You could delete it all or reformat the hard drive, but that is not enough; a determined (and sometimes not-so-determined) future user might still be able to get at the data. This is because simply deleting the files just removes that file’s entry in the disk’s directory; it does not remove the file itself. This is akin to demolishing a house by tearing its address and phone number out of the phone book. To be secure, you need to raze the house, remove the foundation, and plow under the remains. So then, what do you do?

A local attorney friend of mine once told me of his solution: he sent his son into the parking lot of his office, with the hard drives and a sledgehammer, and told him to have fun! You can certainly donate or sell the machines without the hard drives after you destroy them, but what if you want to include the drive to increase the sale revenue or the size of the tax deduction for the charitable donation? Or, as in my case, I had leased a laptop and needed to return it intact to the manufacturer.

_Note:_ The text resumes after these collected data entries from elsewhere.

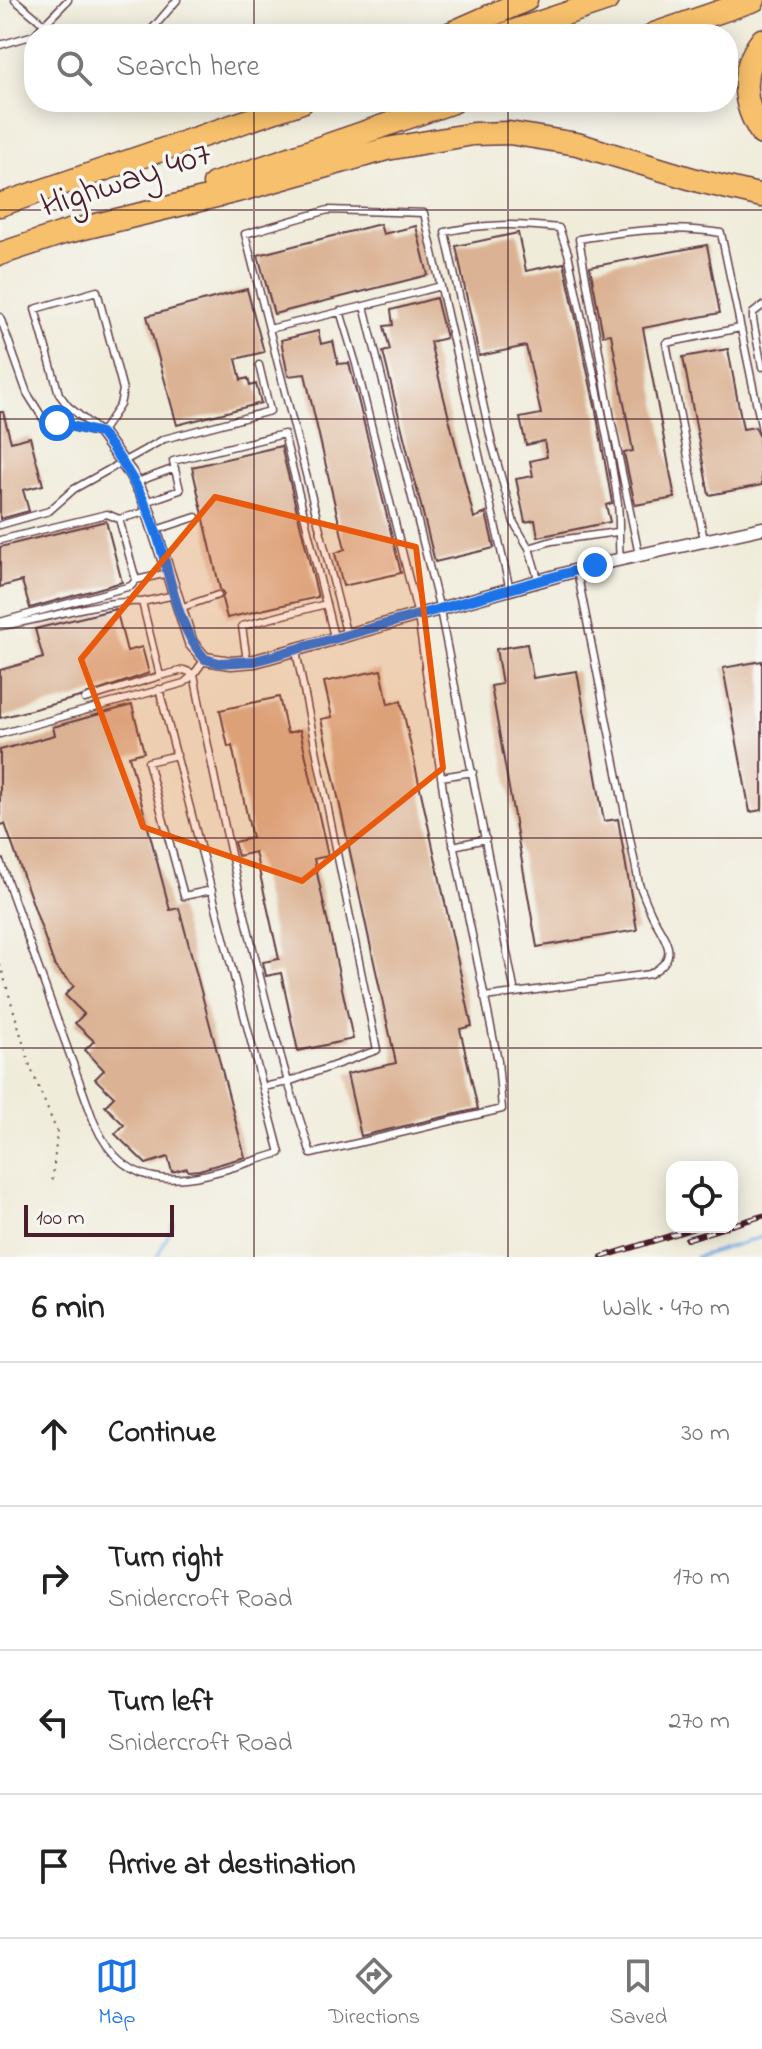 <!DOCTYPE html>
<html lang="en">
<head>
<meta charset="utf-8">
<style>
  :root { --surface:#fff; --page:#f2f2f2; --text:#222; --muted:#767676; --line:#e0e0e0; --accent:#1a73e8 }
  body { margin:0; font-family:"Indie Flower",sans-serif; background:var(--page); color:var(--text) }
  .controls { position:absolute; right:24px; bottom:24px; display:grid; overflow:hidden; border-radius:16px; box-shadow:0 4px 20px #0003 }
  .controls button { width:72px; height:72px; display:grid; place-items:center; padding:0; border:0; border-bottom:2px solid var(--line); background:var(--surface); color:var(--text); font:40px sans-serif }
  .scale { position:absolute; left:24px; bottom:20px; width:150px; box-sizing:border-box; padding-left:8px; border:4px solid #4a1f2b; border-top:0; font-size:22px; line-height:28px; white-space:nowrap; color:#4a1f2b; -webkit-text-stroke:6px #f6f6f2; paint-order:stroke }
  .stop { position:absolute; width:24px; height:24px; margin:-18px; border:6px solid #1a73e8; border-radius:50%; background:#fff }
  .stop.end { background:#1a73e8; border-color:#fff; box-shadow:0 2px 8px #0008 }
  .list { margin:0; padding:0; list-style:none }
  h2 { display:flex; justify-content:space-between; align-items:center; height:104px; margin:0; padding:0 32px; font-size:34px }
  h2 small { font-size:26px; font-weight:400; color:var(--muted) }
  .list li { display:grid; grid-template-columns:52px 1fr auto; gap:24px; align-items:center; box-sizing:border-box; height:144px; padding:0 32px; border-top:2px solid var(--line) }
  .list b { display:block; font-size:30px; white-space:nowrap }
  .list p { margin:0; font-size:26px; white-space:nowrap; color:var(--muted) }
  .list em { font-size:26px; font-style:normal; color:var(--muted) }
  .icon { flex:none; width:44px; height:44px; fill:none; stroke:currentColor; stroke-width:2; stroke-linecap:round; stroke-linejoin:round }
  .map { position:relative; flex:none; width:762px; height:1257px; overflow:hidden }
  .search { position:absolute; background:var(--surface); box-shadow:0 4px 20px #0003; left:24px; right:24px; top:24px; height:88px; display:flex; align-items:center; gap:20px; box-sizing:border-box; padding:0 28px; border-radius:32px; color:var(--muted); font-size:30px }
  .sheet { height:680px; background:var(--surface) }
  nav { display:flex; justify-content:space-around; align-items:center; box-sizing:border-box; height:112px; border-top:2px solid var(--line); background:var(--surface); font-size:22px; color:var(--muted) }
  nav a { display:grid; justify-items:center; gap:4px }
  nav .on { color:var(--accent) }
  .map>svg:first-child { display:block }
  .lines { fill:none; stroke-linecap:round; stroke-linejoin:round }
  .stream { stroke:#79aae4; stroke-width:3 }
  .building { fill:#dbb394 }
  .service-casing { stroke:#633e45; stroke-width:9 }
  .minor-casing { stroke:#633e45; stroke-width:15 }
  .motorway-casing { stroke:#633e45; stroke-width:25 }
  .path { stroke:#633e45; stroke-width:2; stroke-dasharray:2 6; stroke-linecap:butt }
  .service { stroke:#fff; stroke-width:6 }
  .minor { stroke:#fff; stroke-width:12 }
  .motorway { stroke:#f7c06c; stroke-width:22 }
  .rail-casing { stroke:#4a1f2b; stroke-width:6 }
  .rail { stroke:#f6f6f2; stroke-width:3; stroke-dasharray:9; stroke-linecap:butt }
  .route { stroke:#1a73e8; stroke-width:10 }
  .marked { fill:#e8590c; fill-opacity:0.2; stroke:#e8590c; stroke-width:6; stroke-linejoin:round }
  .grid { fill:none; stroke:#4a1f2b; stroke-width:2; stroke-opacity:0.55 }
  .labels { text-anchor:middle; stroke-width:7; stroke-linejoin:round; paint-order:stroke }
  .street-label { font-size:36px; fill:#4a1f2b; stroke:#f6f6f2 }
</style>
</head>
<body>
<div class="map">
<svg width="762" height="1257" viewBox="0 0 762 1257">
  <rect width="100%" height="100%" fill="#f6f6f2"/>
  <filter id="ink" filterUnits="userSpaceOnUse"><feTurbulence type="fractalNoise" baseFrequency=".0125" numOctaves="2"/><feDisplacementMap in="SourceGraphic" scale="16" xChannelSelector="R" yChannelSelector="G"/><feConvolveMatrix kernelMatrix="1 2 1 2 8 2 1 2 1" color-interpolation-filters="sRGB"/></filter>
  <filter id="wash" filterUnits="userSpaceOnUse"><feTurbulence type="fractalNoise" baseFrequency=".006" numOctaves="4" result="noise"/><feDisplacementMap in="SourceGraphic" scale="32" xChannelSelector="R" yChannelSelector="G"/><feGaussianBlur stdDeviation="1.8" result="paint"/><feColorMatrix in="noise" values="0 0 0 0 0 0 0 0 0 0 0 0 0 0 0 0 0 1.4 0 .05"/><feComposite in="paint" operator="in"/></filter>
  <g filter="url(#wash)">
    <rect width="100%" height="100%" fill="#f0ecda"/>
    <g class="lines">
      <path class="stream" d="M157,1257L174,1223
        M696,1257L762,1237"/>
    </g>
    <g id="blocks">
      <path class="building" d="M380,224L383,234L416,226L428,275L274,314L258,255Z
        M518,233L526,271L564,263L596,411L612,503L606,505L610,522L538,537L535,520L525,522L516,479L533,476L530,461L547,457L544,441L526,445L520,418L541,414L526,346L479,356L456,246Z
        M707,245L720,313L643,328L675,498L635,505L624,453L633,451L611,334L603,335L590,267Z
        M247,289L264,352L236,359L241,380L248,378L250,386L256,384L261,403L177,425L147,316Z
        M436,298L446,338L430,342L474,518L486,513L494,548L435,562L383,352L390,350L384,326L393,325L391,310Z
        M318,331L321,344L333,341L338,364L349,363L401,573L343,586L335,553L345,549L305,374L288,376L281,340Z
        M728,349L743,429L755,427L759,435L762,485L709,495L683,357Z
        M0,412H3L11,442L30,437L43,485L23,490L29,511L0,519Z
        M281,446L318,597L227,618L222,599L224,594L220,589L192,467Z
        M106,521L122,582L30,608L22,581L0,587V547Z
        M116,609L127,651L142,647L149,673L80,697L0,718V670L43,658L35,629Z
        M527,644L533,678L577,671L604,821L618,819L637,930L537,947L491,686L502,684L496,649Z
        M762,661V810L750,812L723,668Z
        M381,670L388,704L401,701L472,1026L460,1029L478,1109L361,1136L347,1074L396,1063L321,719L332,717L324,682Z
        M279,697L287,733L300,730L328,856L314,859L353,1039L298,1051L281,973L266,976L263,962L279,959L255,852L238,856L234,842L252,838L232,746L228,747L220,710Z
        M132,705L144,752L129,756L170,910L179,908L245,1157L199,1170L188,1171L187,1168L172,1172L168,1157L146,1164L115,1134L124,1125L105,1106L114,1097L95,1079L104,1070L85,1050L94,1041L75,1023L84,1014L65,995L74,986L55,967L5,824L0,825V750L55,735L53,727Z"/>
    </g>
  </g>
  <g filter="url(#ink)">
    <use href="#blocks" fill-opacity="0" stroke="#633e45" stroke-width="2"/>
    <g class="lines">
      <defs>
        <path id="service" d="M15,0L45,25
          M35,34L68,0
          M148,34L177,0
          M0,45L34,35
          M441,286L364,306L440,610L515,993L650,974C683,955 664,940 652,915C647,905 643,894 639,884L577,571
          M97,291L123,390L120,405L101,433L68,406L59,394L35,309Z
          M762,306L753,313V320L762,367
          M0,317L27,393L44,420L98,433
          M269,329L364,306
          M137,482L175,468
          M146,502L180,490L173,461L284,434L326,604
          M149,511L119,519L136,580L169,573
          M0,525L49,511L74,489L164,439L270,411L259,365
          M156,530L196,517
          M0,540L107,514L119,519
          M704,540L666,343L740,328
          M529,548L552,541L617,532
          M639,555L612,424L579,239C627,231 673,225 721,233L762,430
          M539,582L529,548L514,523L492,444L445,232C484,223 520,224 559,228L568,253C585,336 606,420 618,504C620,522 618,541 620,560
          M175,595L142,602L160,676L184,670L194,674L205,659
          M180,608L218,595
          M0,622L131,586L136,580
          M0,626C47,620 95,600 142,602
          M347,636L245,234L328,210L424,213L510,590
          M296,651L377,1050L288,1082L311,1154L502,1109L498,1061L445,804L418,616L356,364L340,311
          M247,661L242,626L326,604L334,637
          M194,674C220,811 250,948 288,1082L263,1087
          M85,699L160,676
          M0,734L184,683L194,674
          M177,755L148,762L184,896L212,890
          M441,777L473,772
          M453,846L486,839
          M0,861L94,1122C133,1212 209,1173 280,1153L159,689
          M484,997L515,993"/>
        <path id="minor" d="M101,433L131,474L144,498L191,643L205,659L231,663L255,661L595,565L762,528"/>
        <path id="motorway" d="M449,34L526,0
          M505,34L607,0
          M654,34L754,0
          M762,40C739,70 742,104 762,134
          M214,184L453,102
          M0,205L302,102
          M63,233L245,189L387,149L473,134L509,133L577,144L699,181L762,196
          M0,254L75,229"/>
      </defs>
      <use href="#service" class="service-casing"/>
      <use href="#minor" class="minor-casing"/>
      <use href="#motorway" class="motorway-casing"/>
      <path class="path" d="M0,964L30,1066L57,1132L52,1185"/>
      <use href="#service" class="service"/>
      <use href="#minor" class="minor"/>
      <use href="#motorway" class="motorway"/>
      <defs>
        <path id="rail" d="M732,1225L762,1216
          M687,1239L726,1227
          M602,1257L698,1227"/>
      </defs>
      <use href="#rail" class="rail-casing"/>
      <use href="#rail" class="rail"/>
    </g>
  </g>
  <g class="lines" filter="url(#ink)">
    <path class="route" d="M57,423L101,433C126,466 143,493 156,532C171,574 175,625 205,659L219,663L255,661L595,565"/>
  </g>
  <path class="marked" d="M215,497L416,547L443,768L302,881L143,827L81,659Z"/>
  <path class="grid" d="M254,0V34M508,0V34M254,102V1257M508,102V1257M0,210H762M0,419H762M0,628H762M0,838H762M0,1048H762"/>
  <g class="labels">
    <g class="street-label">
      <text transform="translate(125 177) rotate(-18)" y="13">Highway 407</text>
    </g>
  </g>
</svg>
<div class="controls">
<button><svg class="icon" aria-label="locate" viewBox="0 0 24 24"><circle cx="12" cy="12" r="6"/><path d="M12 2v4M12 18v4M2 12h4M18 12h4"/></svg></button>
</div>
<div class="scale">100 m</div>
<div class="stop" style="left:57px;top:423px"></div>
<div class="stop end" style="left:595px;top:565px"></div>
<div class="search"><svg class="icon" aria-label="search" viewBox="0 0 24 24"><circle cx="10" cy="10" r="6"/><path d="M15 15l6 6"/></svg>Search here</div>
</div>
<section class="sheet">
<h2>6 min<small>Walk · 470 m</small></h2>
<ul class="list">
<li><svg class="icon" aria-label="ahead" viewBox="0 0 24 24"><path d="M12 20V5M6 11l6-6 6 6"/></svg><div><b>Continue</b></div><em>30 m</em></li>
<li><svg class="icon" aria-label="right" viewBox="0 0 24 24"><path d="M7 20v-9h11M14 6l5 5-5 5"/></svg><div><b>Turn right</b><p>Snidercroft Road</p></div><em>170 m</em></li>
<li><svg class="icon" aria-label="left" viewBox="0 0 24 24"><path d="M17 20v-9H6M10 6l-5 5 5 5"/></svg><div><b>Turn left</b><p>Snidercroft Road</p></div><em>270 m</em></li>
<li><svg class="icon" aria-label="arrive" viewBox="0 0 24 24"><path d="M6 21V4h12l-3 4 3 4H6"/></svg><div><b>Arrive at destination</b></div></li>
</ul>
</section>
<nav>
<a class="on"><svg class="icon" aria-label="map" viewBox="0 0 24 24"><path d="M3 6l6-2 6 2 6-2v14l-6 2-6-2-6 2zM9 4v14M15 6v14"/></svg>Map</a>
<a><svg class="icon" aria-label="directions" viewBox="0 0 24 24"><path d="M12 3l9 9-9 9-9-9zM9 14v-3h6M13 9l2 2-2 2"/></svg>Directions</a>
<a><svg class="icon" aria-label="saved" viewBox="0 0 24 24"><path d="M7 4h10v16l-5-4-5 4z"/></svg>Saved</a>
</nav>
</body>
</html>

The good news is, there are several utilities available to wipe your hard drive that meet DoD standards for security. Established software publishers provide solutions like Symantec’s Wipe utility in Norton SystemWorks or White Canyon Software’s Wipe Drive. There are also many share- and free-ware solutions out there like R-Wipe & Clean, Acronis Drive Cleanser, and Clean Disk Security. Many more are available through shareware download sites like tucows.com. These programs do this by writing zeros (at least three times) to the areas of the disk where the deleted files resided. If you work with a computer consultant, he or she might also have a utility they use. In any event, you need to make sure you employ one of these utilities if you do not plan to destroy the drive physically.